▶ INPUT DATA
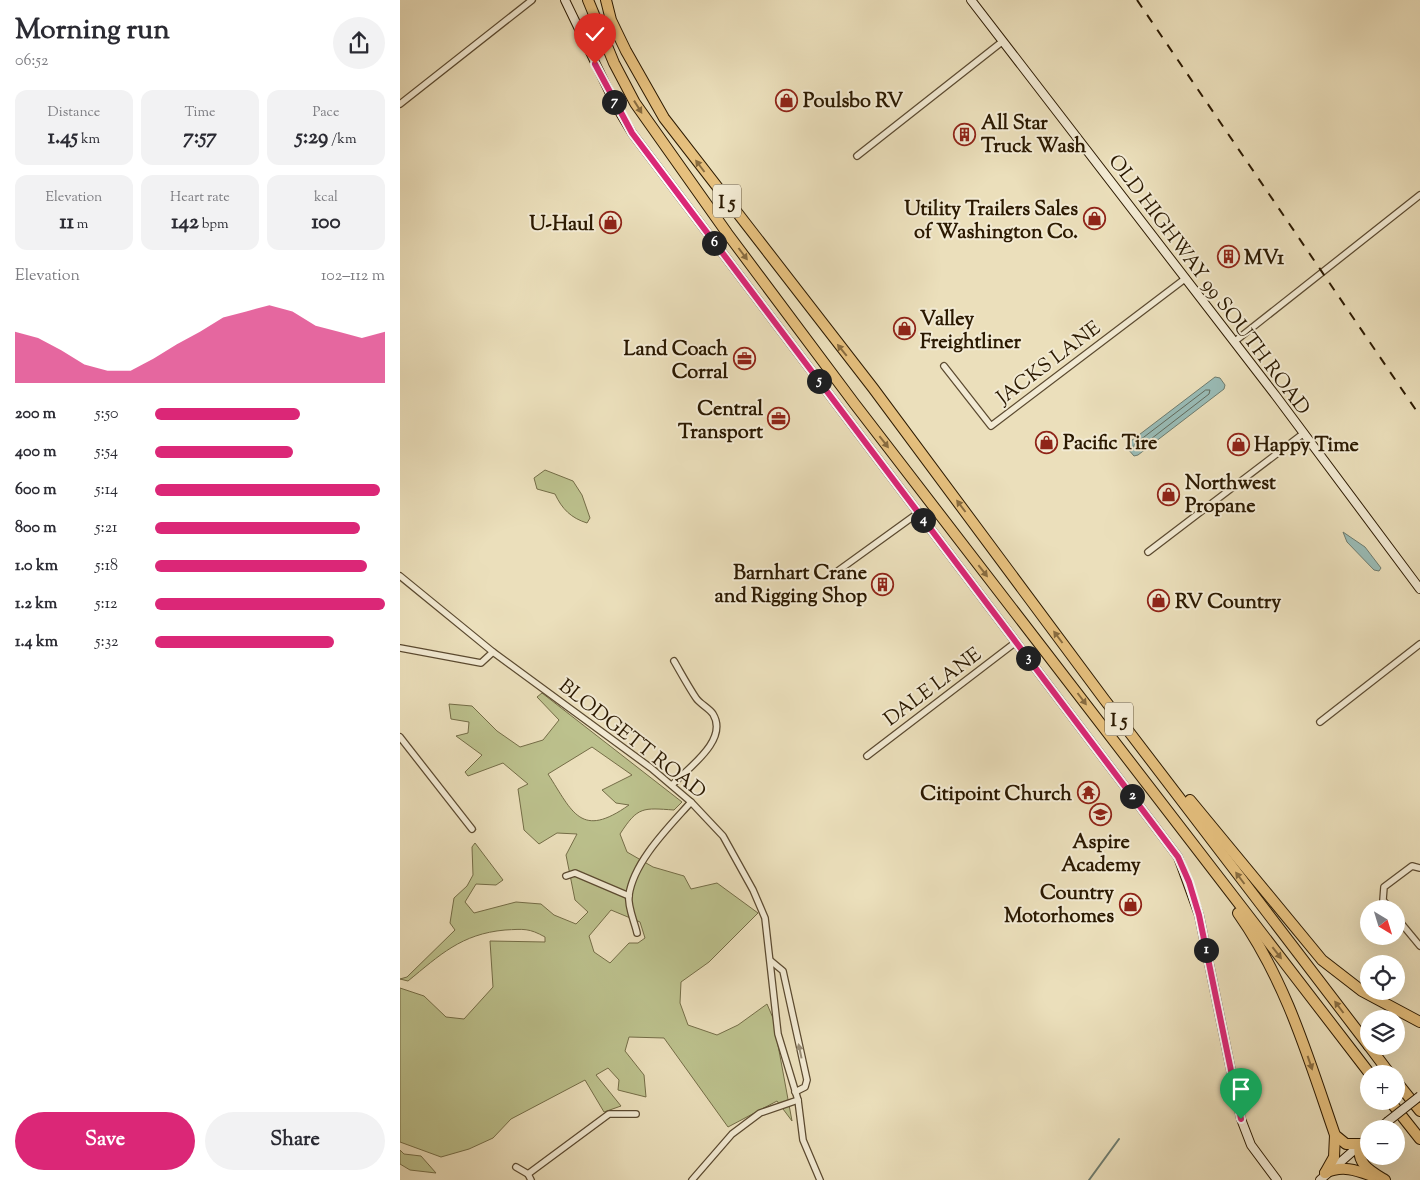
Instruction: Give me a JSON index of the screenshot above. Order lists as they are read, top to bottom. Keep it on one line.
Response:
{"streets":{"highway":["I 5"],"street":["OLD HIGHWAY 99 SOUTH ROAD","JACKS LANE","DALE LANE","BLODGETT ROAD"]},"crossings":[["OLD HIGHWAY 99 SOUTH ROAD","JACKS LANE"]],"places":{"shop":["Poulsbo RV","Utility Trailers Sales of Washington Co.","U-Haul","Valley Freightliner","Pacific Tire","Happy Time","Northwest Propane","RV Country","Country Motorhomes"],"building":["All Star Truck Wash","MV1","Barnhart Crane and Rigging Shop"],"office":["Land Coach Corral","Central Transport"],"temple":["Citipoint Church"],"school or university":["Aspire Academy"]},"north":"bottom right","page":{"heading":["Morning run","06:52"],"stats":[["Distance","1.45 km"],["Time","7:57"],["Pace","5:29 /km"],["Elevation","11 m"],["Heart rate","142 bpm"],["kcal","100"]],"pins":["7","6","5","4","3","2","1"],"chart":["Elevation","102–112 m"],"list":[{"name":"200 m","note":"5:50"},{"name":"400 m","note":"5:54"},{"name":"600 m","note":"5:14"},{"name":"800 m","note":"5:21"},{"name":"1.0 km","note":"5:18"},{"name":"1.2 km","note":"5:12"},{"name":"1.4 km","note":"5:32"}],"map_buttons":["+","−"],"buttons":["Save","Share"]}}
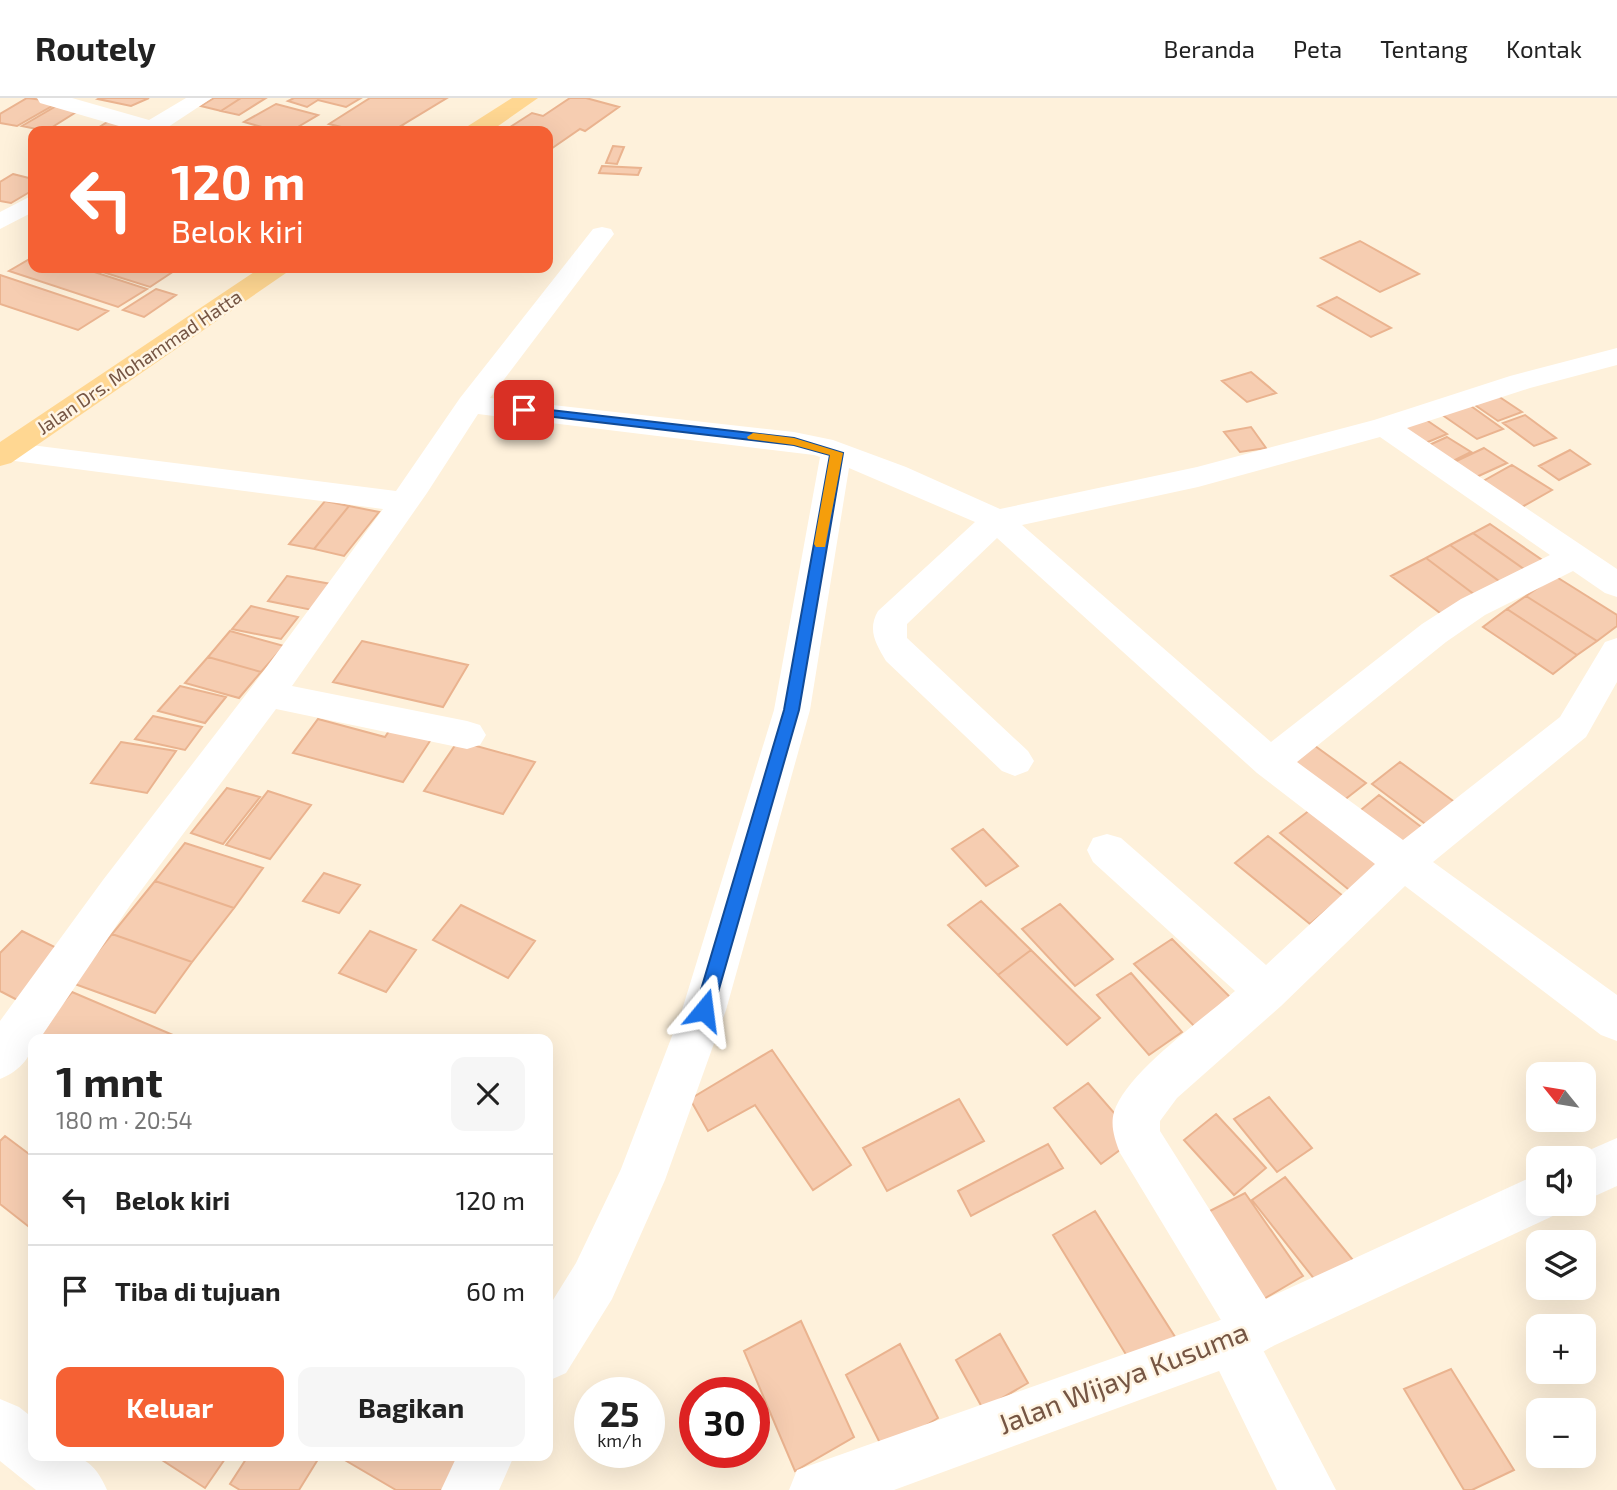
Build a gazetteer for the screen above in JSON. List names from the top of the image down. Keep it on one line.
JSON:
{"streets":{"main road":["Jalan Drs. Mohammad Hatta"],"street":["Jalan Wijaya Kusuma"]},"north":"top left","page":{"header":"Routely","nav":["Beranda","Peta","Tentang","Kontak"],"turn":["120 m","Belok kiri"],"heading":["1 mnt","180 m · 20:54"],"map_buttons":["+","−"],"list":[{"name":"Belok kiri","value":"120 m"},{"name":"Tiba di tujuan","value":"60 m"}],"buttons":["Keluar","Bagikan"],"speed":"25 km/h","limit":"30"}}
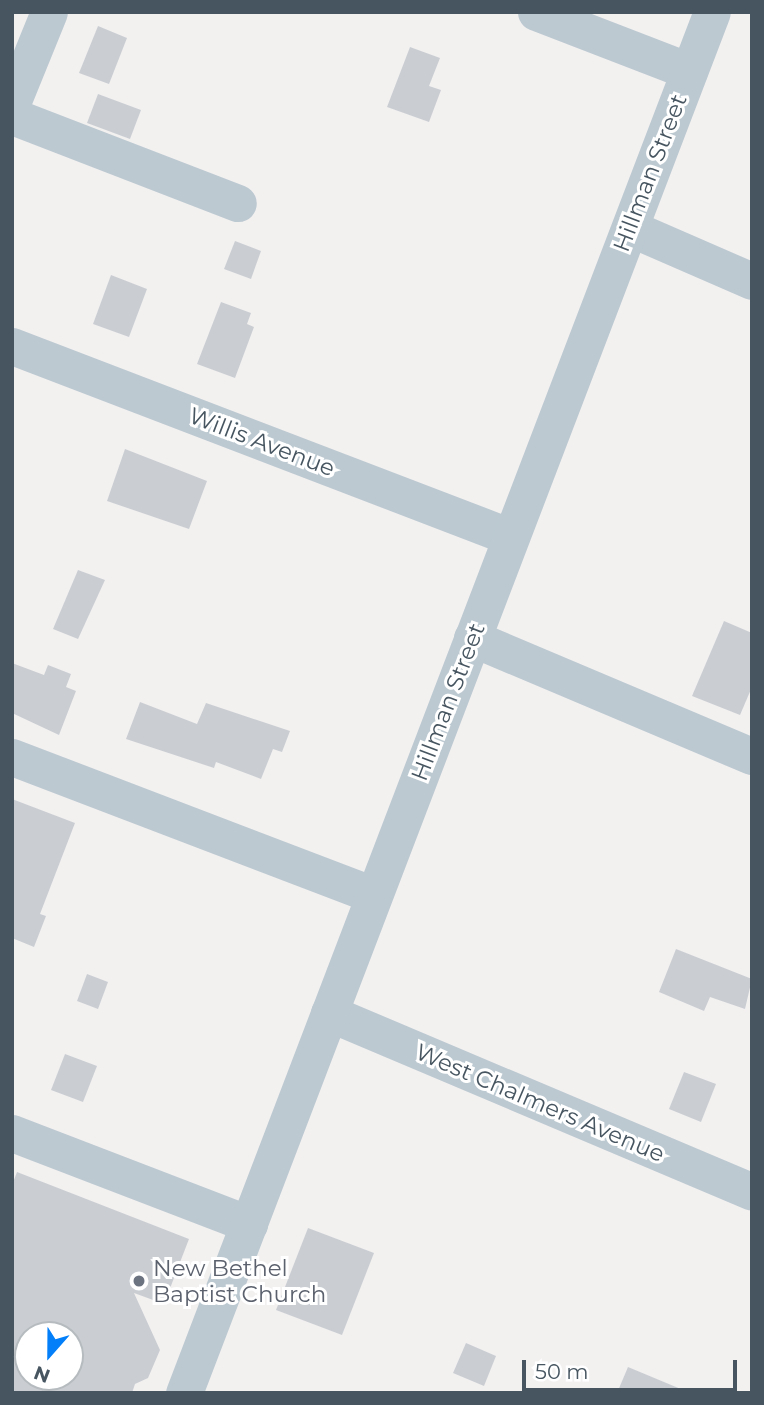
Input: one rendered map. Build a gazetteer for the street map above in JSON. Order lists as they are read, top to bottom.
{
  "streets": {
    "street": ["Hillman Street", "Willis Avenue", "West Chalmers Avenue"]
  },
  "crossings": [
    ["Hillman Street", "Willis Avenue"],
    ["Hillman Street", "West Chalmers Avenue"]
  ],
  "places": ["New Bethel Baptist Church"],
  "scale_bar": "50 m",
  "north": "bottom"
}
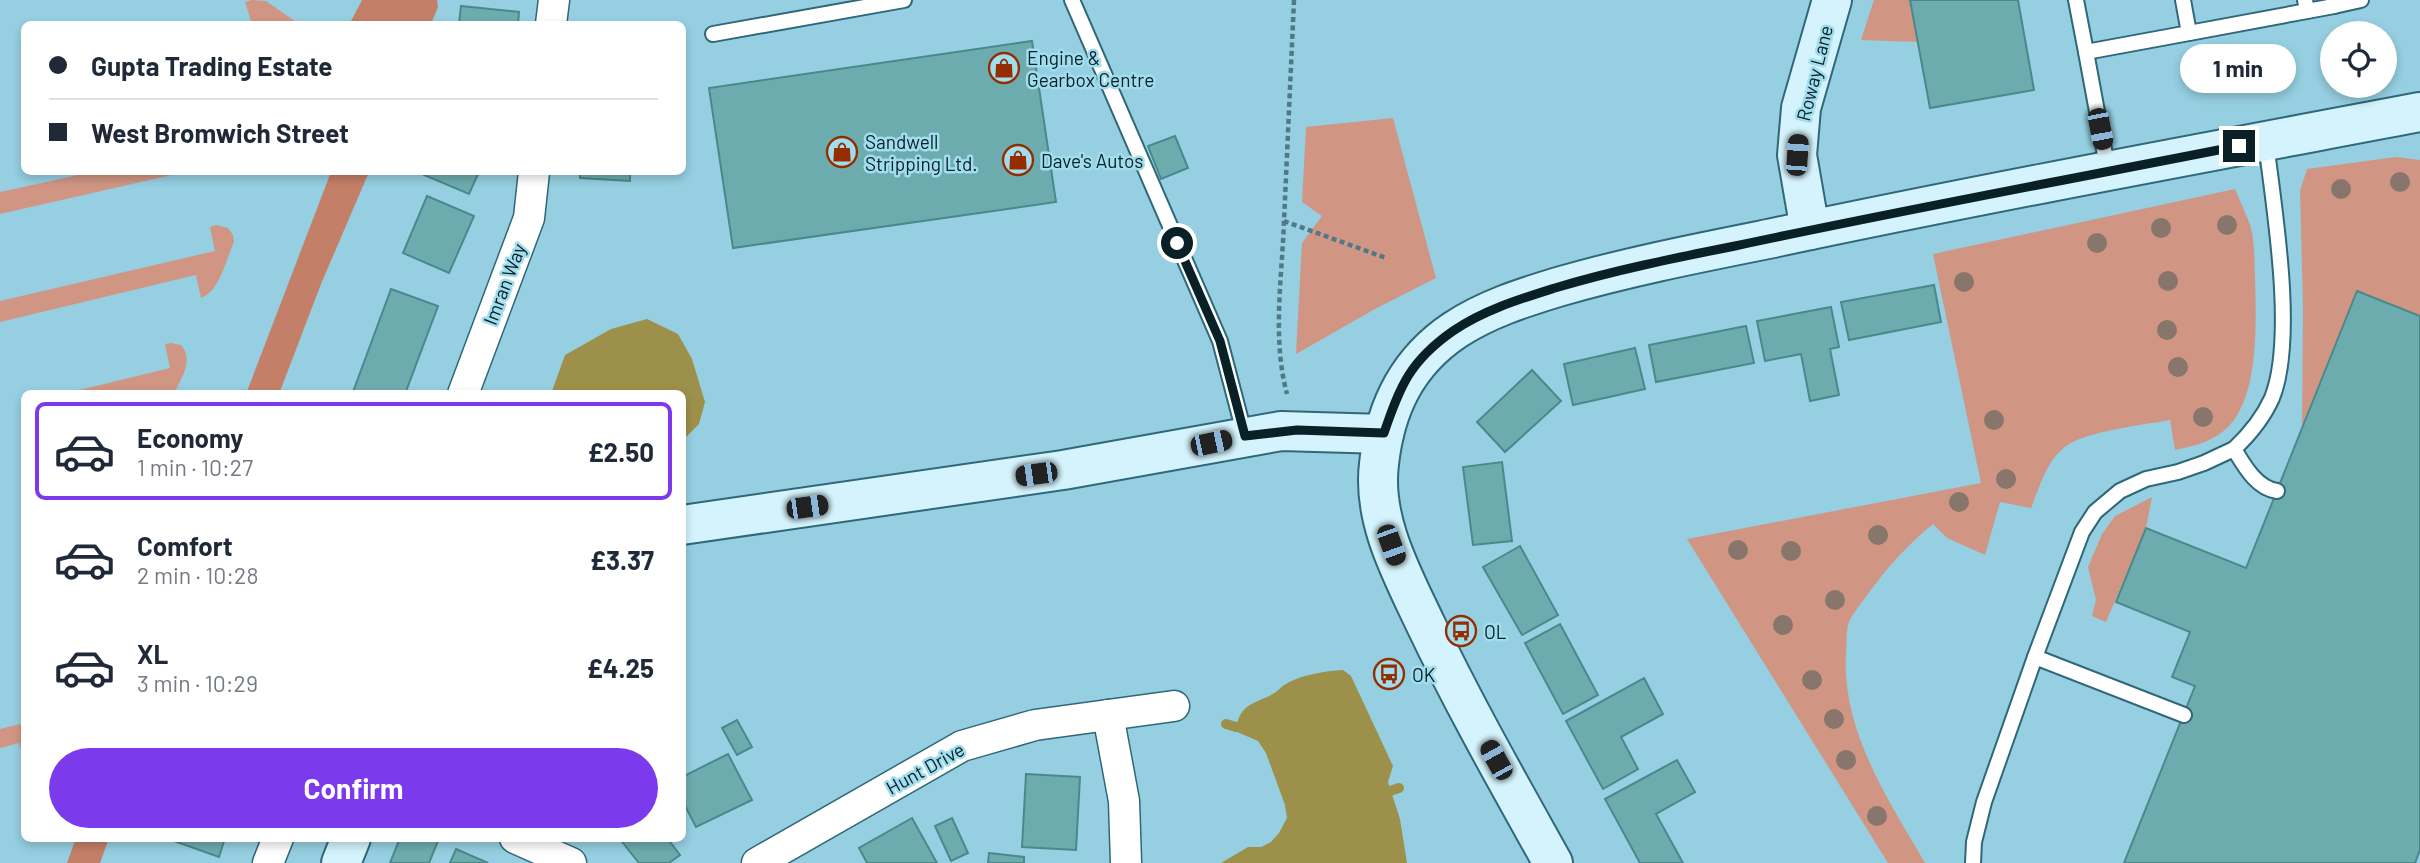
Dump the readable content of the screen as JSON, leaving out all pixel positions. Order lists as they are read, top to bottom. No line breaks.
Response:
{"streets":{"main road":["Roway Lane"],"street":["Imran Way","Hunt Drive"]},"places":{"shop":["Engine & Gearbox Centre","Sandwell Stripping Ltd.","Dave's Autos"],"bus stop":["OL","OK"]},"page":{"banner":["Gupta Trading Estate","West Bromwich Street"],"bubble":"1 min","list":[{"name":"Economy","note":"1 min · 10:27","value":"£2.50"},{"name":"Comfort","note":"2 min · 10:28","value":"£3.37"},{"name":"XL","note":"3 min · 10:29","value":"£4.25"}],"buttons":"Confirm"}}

▶ WHAT IS EXPECTED
Without the pictures, give the entries above back exactly.

▶ FINISHED TASK
Instruction: Give me a JSON index of the screenshot above. Order lists as they are read, top to bottom. Keep it on one line.
Response:
{"streets":{"highway":["I 5"],"street":["OLD HIGHWAY 99 SOUTH ROAD","JACKS LANE","DALE LANE","BLODGETT ROAD"]},"crossings":[["OLD HIGHWAY 99 SOUTH ROAD","JACKS LANE"]],"places":{"shop":["Poulsbo RV","Utility Trailers Sales of Washington Co.","U-Haul","Valley Freightliner","Pacific Tire","Happy Time","Northwest Propane","RV Country","Country Motorhomes"],"building":["All Star Truck Wash","MV1","Barnhart Crane and Rigging Shop"],"office":["Land Coach Corral","Central Transport"],"temple":["Citipoint Church"],"school or university":["Aspire Academy"]},"north":"bottom right","page":{"heading":["Morning run","06:52"],"stats":[["Distance","1.45 km"],["Time","7:57"],["Pace","5:29 /km"],["Elevation","11 m"],["Heart rate","142 bpm"],["kcal","100"]],"pins":["7","6","5","4","3","2","1"],"chart":["Elevation","102–112 m"],"list":[{"name":"200 m","note":"5:50"},{"name":"400 m","note":"5:54"},{"name":"600 m","note":"5:14"},{"name":"800 m","note":"5:21"},{"name":"1.0 km","note":"5:18"},{"name":"1.2 km","note":"5:12"},{"name":"1.4 km","note":"5:32"}],"map_buttons":["+","−"],"buttons":["Save","Share"]}}
Build a gazetteer for the screen above in JSON. List names from the top of the image down. Keep it on one line.
JSON:
{"streets":{"main road":["Jalan Drs. Mohammad Hatta"],"street":["Jalan Wijaya Kusuma"]},"north":"top left","page":{"header":"Routely","nav":["Beranda","Peta","Tentang","Kontak"],"turn":["120 m","Belok kiri"],"heading":["1 mnt","180 m · 20:54"],"map_buttons":["+","−"],"list":[{"name":"Belok kiri","value":"120 m"},{"name":"Tiba di tujuan","value":"60 m"}],"buttons":["Keluar","Bagikan"],"speed":"25 km/h","limit":"30"}}
Input: one rendered map. Build a gazetteer for the street map above in JSON. Order lists as they are read, top to bottom.
{
  "streets": {
    "street": ["Hillman Street", "Willis Avenue", "West Chalmers Avenue"]
  },
  "crossings": [
    ["Hillman Street", "Willis Avenue"],
    ["Hillman Street", "West Chalmers Avenue"]
  ],
  "places": ["New Bethel Baptist Church"],
  "scale_bar": "50 m",
  "north": "bottom"
}
Dump the readable content of the screen as JSON, leaving out all pixel positions. Order lists as they are read, top to bottom. No line breaks.
Response:
{"streets":{"main road":["Roway Lane"],"street":["Imran Way","Hunt Drive"]},"places":{"shop":["Engine & Gearbox Centre","Sandwell Stripping Ltd.","Dave's Autos"],"bus stop":["OL","OK"]},"page":{"banner":["Gupta Trading Estate","West Bromwich Street"],"bubble":"1 min","list":[{"name":"Economy","note":"1 min · 10:27","value":"£2.50"},{"name":"Comfort","note":"2 min · 10:28","value":"£3.37"},{"name":"XL","note":"3 min · 10:29","value":"£4.25"}],"buttons":"Confirm"}}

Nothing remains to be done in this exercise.